= ACTIVITY =
The reply should give back every entry exactly as written.

= MATERIAL FOR THE TASK =

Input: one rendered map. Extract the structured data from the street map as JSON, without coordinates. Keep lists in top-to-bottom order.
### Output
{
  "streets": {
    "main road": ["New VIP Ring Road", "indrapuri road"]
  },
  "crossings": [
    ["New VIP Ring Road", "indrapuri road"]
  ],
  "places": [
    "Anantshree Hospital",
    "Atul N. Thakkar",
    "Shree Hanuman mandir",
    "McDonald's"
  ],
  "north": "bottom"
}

= SOLUTION FOR THIS EXERCISE =
Input: one rendered map. Extract the structured data from the street map as JSON, without coordinates. Keep lists in top-to-bottom order.
### Output
{
  "streets": {
    "main road": ["New VIP Ring Road", "indrapuri road"]
  },
  "crossings": [
    ["New VIP Ring Road", "indrapuri road"]
  ],
  "places": [
    "Anantshree Hospital",
    "Atul N. Thakkar",
    "Shree Hanuman mandir",
    "McDonald's"
  ],
  "north": "bottom"
}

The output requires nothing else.